Pretty soon, getting your Dr. Pepper fix in San Francisco could cost you more than usual. City legislators are looking to create a sugary drink tax in San Francisco, meaning that sodas, bottled iced teas, and other sweet beverages would be taxed two cents per ounce. This, according to the LA Times, could make as much as $31 million for the city and the proceeds would go to improving health and nutrition across the city and in schools.
“San Francisco, like the rest of the United States, is facing an epidemic of health problems directly attributable to sugary beverages including spikes in diabetes and obesity,” Supervisor Malia Cohen, one of the sponsors of the bill, told The Daily Meal.
The measure, which will go on the ballot in November, requires a two-thirds vote from city voters to pass.
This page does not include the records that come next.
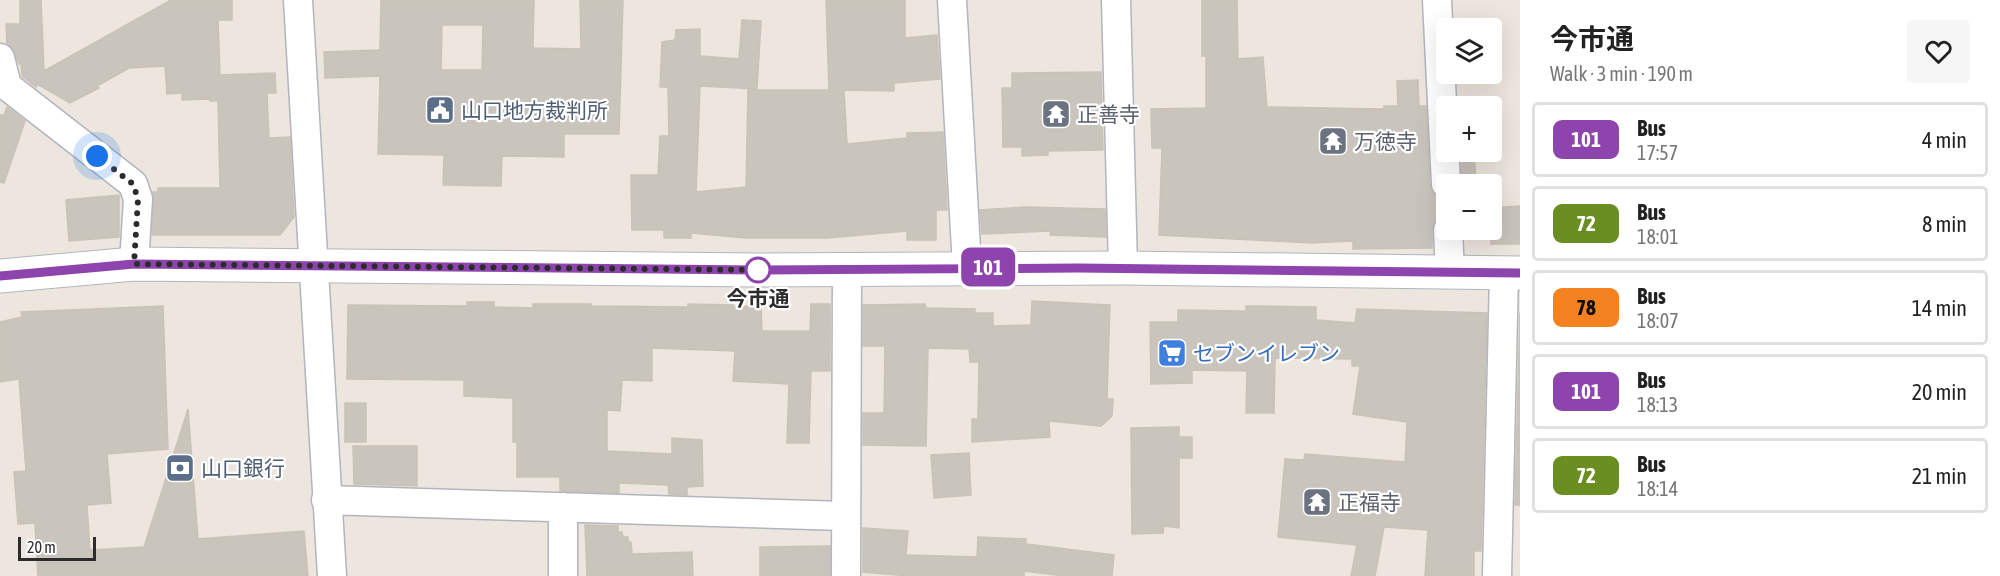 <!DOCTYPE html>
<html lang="en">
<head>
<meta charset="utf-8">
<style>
	:root { --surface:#fff; --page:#f6f6f6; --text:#222; --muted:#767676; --line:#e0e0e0 }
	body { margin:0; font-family:"Asap Condensed","Noto Sans JP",sans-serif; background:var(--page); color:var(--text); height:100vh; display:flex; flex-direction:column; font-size:22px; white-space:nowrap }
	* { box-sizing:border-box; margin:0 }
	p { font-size:20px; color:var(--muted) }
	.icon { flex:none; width:33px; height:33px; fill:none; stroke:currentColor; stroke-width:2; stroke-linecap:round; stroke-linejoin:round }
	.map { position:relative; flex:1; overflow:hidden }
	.panel { display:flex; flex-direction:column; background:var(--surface); width:480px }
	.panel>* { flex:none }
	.badge { padding:0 12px; border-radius:9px; font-size:21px; line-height:39px }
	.tools { position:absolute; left:1436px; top:18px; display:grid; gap:12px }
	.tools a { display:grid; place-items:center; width:66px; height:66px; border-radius:6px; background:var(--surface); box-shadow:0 6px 24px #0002; font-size:30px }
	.scale { position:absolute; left:18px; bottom:15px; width:78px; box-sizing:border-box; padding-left:6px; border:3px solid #2c2c2c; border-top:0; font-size:16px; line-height:21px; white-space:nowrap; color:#2c2c2c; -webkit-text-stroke:4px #fff; paint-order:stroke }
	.you { position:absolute; width:30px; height:30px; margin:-15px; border:4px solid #fff; border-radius:50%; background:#1a73e8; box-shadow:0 0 0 9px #1a73e833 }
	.map>.badge { position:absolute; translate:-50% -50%; box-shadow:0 0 0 3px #fff }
	.round { display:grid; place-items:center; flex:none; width:63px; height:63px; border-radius:6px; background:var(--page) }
	.headline { display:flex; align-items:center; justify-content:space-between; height:102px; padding:0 30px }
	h1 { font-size:28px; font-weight:700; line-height:45px }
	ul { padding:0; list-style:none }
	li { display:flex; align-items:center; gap:18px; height:75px; margin:0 12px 9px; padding:0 18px; border:3px solid var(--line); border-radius:6px }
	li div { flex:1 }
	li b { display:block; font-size:22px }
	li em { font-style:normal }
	li .badge { min-width:66px; font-weight:700; text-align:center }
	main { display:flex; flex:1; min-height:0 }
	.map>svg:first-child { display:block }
</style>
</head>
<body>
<main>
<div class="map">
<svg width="1520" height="576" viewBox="0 0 1520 576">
	<rect width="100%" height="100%" fill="#ede6de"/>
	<path fill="#c9c4bc" stroke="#c9c2b7" stroke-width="1.5" fill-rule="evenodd" d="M20 0H41L44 71 171 0H232V20H218L220 75 275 73 276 93H267L269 138 290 137 294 217 280 235H152L153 192H158V188H220L218 101H210L209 99 182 100V93L167 94 165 66 129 68 97 86 99 88 70 103 37 84 36 87 22 76 21 64H19L12 47 7 44 6 24H20Z
		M381 0H534L533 48 581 49 580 0H623L619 134H564V157L502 156 501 186 443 185 444 155 378 154 380 76 325 78 324 52 380 50ZM442 25H483L482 70H441Z
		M826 0H905V38L937 35 940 79 894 83V91L844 90 847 144 907 138V133L943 132 947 210H936V240H907V231L827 238H746L691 233V238H664V230H632L631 175H658L660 136H669L668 87H660L662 42 675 40 676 30 700 29V56L739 59 742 20 761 21 757 89 700 86 696 192 746 187 748 90H837H829Z
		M1202 0H1237L1238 59 1263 57 1267 107 1384 109V106H1398L1397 81 1418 80 1419 106H1426L1430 185 1433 193 1439 199V216L1434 222 1432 230V248L1353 249V241L1312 243 1159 235 1162 148H1152L1151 109 1206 108V56H1202Z
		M1101 72 1103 150 1048 151V155L1022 156V147H1003L1002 88H1012V73Z
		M7 107 25 121 4 183 0 182V115H4Z
		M1461 152H1474L1476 181 1462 182Z
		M119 195V237L69 241 66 200Z
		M1520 206V244H1491V208Z
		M1026 207 1105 209 1106 237 1050 235 1051 231 982 234 980 210Z
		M1032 301 1110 305 1107 399H1113L1112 416 1101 426 1049 421 1050 437 972 442V419H978L979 362H970L969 349 928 348 926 446 863 445V413H884L885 346H863V305L925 304 926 308 975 309V313H993V326L1031 325Z
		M467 302H494V307L533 308V304H591V306L688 307V304L733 305V307L761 306 762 331H810L811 304H830V371H811L809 443H787L789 384 733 381 735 351 652 348V381L622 380 620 411 607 410V451L672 454V438L702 440 703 486 687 487V495L669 494 668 485 619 483V493L560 491V477H517V442H513V398L464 396V380L347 379 348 305 467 306Z
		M163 306 168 449 107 454 111 503 87 505 90 550 144 547 188 409 198 539 304 531 308 576H38L35 523 18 524 14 472 26 471 19 379 0 382V322L22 317 21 312Z
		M1246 306 1316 307V320L1355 323 1357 309 1487 313 1481 551H1474V576H1425L1428 530 1384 527 1375 576H1351L1357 545 1278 537 1285 459 1304 460 1305 454 1405 462 1407 422 1353 414 1360 366H1352V359L1275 358 1274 413H1246L1247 371 1192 370V383L1151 384 1150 322H1178V310L1246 311Z
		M1520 313V505H1515Z
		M345 403H366V442H345Z
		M1179 427V437H1192V458H1179V528L1164 526 1163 533 1132 534 1131 428Z
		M353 446H417V486L354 484Z
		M969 453 971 495 934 498 931 455Z
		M585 525 618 526V532H622L623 537H628V542H631L632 554 692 552 693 576H587Z
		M863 528 908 531 906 555 977 557 978 537 1026 539V544L1114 555 1112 576H1065L1024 571V576H909L863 572Z
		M830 546V576H760V547Z"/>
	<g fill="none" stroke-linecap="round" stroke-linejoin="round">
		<g stroke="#b2b5bf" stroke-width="31">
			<path id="street" d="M298 0 332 576
				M952 0 967 267
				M1116 0 1123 268
				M1437 0 1446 184
				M0 58 7 86 133 184 138 199 134 264
				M1448 230 1450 273
				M326 500 844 516
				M563 576V507
				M846 576 847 269
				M1497 576 1504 273"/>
		</g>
		<g stroke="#b2b5bf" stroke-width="35">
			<path id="secondary" d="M0 276 134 264 758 270 1123 268 1520 273"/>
		</g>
		<use href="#street" stroke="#fff" stroke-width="28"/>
		<use href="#secondary" stroke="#fff" stroke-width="33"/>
	</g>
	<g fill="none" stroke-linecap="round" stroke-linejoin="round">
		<g stroke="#fff" stroke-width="14">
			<path id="line" d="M0 276 134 264 758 270 1078 268 1520 273"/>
		</g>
		<use href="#line" stroke="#8e44ad" stroke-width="9"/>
		<path stroke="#2c2c2c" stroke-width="6" stroke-dasharray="0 10.8" d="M97 156 133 184 138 199 134 264 758 270"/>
	</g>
	<defs>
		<g id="civic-square" transform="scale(1.5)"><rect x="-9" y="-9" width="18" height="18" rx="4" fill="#5c6f8a" stroke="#fff"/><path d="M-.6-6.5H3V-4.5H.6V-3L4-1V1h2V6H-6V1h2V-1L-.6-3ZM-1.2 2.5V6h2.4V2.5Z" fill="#fff"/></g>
		<g id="temple-square" transform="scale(1.5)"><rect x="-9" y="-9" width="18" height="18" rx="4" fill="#6b7280" stroke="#fff"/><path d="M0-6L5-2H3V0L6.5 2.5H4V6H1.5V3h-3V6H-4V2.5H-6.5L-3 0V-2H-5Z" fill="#fff"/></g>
		<g id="supermarket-square" transform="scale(1.5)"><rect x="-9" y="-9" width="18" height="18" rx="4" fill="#3f7fe0" stroke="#fff"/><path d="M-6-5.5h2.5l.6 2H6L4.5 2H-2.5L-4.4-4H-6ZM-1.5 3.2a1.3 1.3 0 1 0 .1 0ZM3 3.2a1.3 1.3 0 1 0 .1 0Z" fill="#fff"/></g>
		<g id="bank-square" transform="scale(1.5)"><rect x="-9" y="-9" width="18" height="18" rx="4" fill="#5c6f8a" stroke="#fff"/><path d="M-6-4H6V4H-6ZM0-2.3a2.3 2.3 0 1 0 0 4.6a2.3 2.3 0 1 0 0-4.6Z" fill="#fff"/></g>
	</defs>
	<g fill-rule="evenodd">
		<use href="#civic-square" x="440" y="110"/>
		<use href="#temple-square" x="1056" y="114"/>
		<use href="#temple-square" x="1333" y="141"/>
		<use href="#supermarket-square" x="1172" y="353"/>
		<use href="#bank-square" x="180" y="468"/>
		<use href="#temple-square" x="1317" y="502"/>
	</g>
	<circle fill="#fff" stroke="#8e44ad" stroke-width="3" cx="758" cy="270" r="12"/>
	<g text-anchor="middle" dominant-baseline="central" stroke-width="4.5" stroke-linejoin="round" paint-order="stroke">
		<g font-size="21" fill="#4e5e75" stroke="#fff" text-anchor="start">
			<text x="461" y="110">山口地方裁判所</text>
			<text x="201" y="468">山口銀行</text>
		</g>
		<g font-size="21" fill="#5b616d" stroke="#fff" text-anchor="start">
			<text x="1077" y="114">正善寺</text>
			<text x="1354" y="141">万徳寺</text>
			<text x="1338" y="502">正福寺</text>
		</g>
		<g font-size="21" font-weight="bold" fill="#2c2c2c" stroke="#fff">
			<text x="758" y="298">今市通</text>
		</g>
		<g font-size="21" fill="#366cbe" stroke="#fff" text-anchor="start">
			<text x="1193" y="353">セブンイレブン</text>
		</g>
	</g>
</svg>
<div class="tools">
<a><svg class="icon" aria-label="layers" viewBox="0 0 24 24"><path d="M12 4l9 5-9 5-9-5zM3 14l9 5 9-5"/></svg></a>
<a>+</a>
<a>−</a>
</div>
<div class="scale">20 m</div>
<div class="you" style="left:97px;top:156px"></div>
<b class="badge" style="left:988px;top:267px;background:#8e44ad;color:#fff">101</b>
</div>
<section class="panel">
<div class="headline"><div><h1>今市通</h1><p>Walk · 3 min · 190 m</p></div><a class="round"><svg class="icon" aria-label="heart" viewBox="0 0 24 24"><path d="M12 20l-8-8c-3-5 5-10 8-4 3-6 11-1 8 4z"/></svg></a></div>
<ul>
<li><span class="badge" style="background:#8e44ad;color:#fff">101</span><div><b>Bus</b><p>17:57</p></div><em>4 min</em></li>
<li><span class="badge" style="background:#6b8e23;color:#fff">72</span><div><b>Bus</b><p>18:01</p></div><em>8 min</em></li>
<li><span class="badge" style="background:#f58220;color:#111">78</span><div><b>Bus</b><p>18:07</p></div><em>14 min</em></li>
<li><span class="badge" style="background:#8e44ad;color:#fff">101</span><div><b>Bus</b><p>18:13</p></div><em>20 min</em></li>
<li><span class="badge" style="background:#6b8e23;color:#fff">72</span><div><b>Bus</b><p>18:14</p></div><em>21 min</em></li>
</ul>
</section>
</main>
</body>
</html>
If passed, San Francisco would be the first city in the nation to impose such a tax. Similar measures in New York were blocked last year, when Mayor Bloomberg attempted to pass a ban on extra-large soft drinks. The measure is not without opposition from liberal lawmakers and the beverage industry.
“The only thing a beverage distribution tax will accomplish in San Francisco is to raise grocery and restaurant prices for everyone — for soda drinkers and non-soda-drinkers alike,” Chuck Finnie, a spokesperson from the Beverage Industry, said in a statement.